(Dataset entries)
BEGIN
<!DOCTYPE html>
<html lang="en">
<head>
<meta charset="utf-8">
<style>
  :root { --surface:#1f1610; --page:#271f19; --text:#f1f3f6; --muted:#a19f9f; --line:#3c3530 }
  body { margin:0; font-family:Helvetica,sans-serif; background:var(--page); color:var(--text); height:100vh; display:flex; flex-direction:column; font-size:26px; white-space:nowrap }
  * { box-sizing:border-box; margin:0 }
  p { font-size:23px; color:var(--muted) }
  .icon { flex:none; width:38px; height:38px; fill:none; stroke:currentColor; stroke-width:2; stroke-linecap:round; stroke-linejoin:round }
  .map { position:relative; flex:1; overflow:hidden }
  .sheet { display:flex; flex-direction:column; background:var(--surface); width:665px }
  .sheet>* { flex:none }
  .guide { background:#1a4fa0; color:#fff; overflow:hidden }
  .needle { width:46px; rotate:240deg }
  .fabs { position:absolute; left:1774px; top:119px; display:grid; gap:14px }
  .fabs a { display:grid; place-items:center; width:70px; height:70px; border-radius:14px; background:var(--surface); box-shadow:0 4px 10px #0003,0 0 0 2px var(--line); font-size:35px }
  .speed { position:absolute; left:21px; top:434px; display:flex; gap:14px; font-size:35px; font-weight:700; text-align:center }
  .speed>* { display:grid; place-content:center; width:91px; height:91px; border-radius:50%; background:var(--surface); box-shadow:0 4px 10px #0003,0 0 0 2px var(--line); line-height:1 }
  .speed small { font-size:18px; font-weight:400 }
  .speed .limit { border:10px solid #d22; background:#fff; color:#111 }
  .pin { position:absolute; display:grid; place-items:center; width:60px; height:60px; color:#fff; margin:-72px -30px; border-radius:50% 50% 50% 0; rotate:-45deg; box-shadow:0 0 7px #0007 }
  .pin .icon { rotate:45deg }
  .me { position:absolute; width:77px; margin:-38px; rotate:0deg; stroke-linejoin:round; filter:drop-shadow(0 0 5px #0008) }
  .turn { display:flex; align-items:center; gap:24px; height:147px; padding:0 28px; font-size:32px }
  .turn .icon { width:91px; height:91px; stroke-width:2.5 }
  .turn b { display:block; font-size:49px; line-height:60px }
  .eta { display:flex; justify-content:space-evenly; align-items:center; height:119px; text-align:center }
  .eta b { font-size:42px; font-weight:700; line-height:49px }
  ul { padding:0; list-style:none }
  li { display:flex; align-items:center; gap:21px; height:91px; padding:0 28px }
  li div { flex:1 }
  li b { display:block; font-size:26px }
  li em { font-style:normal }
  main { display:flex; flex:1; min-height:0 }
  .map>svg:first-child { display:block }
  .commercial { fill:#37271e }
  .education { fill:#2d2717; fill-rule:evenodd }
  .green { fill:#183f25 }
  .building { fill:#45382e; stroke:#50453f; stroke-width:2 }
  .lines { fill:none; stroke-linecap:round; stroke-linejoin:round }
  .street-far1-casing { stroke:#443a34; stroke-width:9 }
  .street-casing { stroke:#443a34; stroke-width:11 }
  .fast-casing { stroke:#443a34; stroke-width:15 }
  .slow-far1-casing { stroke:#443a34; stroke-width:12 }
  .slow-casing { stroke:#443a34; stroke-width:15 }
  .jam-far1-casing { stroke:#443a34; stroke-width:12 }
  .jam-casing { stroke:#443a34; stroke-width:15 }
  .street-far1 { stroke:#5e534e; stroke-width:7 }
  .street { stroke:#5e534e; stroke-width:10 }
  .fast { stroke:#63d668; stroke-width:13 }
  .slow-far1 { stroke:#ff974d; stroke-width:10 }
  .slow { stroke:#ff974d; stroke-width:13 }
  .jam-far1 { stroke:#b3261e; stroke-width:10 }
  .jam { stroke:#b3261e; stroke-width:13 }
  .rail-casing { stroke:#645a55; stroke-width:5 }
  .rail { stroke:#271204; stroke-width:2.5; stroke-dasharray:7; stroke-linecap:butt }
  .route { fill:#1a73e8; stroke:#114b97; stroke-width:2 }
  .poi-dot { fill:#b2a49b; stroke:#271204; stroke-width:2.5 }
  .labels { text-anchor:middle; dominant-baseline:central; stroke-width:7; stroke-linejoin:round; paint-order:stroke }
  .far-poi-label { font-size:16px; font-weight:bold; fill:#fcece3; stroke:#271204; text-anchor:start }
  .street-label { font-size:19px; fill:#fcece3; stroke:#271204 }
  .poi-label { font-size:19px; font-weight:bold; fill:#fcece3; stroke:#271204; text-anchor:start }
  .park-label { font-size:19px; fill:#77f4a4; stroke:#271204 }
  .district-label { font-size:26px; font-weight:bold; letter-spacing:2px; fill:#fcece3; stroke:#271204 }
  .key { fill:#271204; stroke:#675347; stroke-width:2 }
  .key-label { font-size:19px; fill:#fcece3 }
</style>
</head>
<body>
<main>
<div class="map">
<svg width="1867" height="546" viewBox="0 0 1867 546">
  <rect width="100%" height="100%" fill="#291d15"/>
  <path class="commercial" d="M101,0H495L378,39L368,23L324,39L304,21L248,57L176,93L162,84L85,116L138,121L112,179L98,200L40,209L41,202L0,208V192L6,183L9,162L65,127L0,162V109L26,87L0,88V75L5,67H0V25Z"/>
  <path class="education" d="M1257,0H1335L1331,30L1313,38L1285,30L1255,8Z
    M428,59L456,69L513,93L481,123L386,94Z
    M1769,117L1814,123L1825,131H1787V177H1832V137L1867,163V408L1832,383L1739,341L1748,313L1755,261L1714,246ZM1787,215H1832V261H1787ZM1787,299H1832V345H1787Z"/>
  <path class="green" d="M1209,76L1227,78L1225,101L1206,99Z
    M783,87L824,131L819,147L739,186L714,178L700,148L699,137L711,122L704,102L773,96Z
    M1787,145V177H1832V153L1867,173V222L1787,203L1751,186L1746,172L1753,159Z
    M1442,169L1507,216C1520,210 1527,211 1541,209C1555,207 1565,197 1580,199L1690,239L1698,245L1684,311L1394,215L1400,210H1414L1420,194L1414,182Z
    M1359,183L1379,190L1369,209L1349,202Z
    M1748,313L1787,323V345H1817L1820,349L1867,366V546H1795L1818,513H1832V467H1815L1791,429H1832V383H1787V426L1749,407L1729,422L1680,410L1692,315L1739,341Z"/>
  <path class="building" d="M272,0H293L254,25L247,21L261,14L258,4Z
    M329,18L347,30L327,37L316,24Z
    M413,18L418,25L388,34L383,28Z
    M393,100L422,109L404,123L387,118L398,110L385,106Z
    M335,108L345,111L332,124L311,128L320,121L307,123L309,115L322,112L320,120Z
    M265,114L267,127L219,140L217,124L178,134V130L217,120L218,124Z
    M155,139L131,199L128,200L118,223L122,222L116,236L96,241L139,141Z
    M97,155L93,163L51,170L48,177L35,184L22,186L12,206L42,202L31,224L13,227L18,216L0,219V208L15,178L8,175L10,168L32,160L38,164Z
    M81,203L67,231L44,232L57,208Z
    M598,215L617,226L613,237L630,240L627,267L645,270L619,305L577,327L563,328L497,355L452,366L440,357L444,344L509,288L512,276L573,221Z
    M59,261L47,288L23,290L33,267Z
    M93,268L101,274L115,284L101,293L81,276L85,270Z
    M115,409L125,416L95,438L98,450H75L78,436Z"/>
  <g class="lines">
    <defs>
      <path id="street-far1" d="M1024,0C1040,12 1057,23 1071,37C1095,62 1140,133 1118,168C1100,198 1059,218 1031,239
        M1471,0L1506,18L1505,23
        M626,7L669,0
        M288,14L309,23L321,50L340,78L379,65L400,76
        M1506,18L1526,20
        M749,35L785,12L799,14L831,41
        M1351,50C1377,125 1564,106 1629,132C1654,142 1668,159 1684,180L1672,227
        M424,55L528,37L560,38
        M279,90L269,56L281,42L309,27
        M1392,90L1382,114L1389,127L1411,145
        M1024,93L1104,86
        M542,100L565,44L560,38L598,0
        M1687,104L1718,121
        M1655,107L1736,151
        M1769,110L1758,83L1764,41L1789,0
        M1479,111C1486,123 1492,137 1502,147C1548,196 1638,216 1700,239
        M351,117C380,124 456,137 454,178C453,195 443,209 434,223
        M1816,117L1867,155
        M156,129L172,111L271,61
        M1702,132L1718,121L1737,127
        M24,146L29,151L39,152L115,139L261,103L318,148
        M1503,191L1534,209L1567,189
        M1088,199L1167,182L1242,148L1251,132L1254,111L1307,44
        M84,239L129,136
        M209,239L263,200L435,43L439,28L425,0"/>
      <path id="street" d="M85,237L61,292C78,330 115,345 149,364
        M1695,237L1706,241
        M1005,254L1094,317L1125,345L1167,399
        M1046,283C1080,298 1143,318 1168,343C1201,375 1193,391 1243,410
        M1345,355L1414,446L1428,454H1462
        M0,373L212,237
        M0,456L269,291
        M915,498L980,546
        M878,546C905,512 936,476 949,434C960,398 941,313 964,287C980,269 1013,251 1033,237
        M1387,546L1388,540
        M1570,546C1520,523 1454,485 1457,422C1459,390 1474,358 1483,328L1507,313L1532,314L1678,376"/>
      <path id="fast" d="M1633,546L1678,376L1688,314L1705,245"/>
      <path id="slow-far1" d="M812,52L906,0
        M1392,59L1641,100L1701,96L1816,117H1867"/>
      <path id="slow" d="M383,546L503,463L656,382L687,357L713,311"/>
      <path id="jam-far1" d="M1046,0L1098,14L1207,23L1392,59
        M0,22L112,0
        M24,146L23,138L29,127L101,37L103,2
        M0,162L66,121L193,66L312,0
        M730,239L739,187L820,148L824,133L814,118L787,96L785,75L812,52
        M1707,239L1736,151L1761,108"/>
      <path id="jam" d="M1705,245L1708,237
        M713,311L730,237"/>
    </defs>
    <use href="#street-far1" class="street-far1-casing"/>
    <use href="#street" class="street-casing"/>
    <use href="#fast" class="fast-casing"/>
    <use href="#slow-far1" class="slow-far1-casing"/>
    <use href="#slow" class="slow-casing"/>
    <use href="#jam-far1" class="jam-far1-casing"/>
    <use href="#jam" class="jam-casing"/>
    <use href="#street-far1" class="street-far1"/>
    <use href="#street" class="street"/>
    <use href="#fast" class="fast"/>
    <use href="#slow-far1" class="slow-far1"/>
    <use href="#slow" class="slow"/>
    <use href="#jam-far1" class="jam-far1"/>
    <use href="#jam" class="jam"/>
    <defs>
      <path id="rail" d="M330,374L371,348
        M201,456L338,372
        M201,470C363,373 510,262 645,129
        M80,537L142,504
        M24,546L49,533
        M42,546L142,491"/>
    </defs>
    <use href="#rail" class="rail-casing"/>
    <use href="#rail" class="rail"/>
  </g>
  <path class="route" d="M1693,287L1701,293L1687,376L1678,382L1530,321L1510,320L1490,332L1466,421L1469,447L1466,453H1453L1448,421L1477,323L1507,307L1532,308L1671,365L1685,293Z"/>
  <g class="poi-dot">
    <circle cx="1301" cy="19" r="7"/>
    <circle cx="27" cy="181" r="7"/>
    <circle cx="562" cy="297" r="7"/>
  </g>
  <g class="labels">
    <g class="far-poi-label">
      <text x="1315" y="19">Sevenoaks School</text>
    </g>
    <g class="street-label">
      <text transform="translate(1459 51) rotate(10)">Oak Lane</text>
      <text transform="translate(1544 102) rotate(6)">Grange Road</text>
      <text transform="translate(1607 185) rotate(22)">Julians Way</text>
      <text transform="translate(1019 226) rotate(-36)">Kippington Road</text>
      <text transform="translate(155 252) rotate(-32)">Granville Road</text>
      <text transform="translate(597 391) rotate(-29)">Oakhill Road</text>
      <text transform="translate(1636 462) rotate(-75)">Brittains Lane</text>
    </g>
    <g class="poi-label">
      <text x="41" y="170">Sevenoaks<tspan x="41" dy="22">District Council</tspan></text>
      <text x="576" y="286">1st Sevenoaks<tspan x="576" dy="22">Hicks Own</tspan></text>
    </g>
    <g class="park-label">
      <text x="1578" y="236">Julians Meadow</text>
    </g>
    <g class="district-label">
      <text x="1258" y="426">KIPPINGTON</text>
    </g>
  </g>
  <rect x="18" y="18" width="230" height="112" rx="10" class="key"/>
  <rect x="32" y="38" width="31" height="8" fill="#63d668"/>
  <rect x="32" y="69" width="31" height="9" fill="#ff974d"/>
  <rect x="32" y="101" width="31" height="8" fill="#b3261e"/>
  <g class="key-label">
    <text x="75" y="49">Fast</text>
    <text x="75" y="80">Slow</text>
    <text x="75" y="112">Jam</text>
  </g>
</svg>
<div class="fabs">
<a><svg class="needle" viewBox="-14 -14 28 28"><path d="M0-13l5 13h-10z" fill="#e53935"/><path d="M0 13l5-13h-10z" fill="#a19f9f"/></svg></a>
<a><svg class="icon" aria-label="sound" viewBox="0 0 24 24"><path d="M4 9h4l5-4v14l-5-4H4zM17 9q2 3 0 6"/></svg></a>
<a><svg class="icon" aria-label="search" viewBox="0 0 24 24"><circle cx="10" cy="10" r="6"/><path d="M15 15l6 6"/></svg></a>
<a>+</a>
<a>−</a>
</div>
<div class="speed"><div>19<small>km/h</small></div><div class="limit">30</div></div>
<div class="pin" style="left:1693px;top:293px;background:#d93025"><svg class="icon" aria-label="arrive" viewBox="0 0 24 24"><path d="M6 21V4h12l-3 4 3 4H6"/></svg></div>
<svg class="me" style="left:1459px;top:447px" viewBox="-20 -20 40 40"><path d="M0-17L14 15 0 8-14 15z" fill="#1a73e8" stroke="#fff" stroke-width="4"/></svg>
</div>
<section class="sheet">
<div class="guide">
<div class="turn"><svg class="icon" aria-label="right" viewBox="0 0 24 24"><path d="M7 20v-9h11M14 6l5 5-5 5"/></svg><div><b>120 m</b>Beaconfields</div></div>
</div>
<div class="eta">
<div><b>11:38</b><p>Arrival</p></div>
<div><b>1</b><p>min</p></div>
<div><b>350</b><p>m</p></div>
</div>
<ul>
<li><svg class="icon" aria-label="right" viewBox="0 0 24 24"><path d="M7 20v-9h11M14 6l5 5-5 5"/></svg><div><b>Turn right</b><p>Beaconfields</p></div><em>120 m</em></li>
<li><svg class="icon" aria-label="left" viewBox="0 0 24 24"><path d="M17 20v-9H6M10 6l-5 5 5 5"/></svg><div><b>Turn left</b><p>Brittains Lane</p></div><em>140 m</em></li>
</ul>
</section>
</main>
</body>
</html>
END
### WHAT THIS TASK INVOLVES
All that belongs in your answer is the stretch of entries above from the line with "display:flex; flex-direction:column; background:var(--surface);" through the line with "position:absolute; left:1774px; top:119px;", printed exactly.

### RESULT OF THE TASK
  .sheet { display:flex; flex-direction:column; background:var(--surface); width:665px }
  .sheet>* { flex:none }
  .guide { background:#1a4fa0; color:#fff; overflow:hidden }
  .needle { width:46px; rotate:240deg }
  .fabs { position:absolute; left:1774px; top:119px; display:grid; gap:14px }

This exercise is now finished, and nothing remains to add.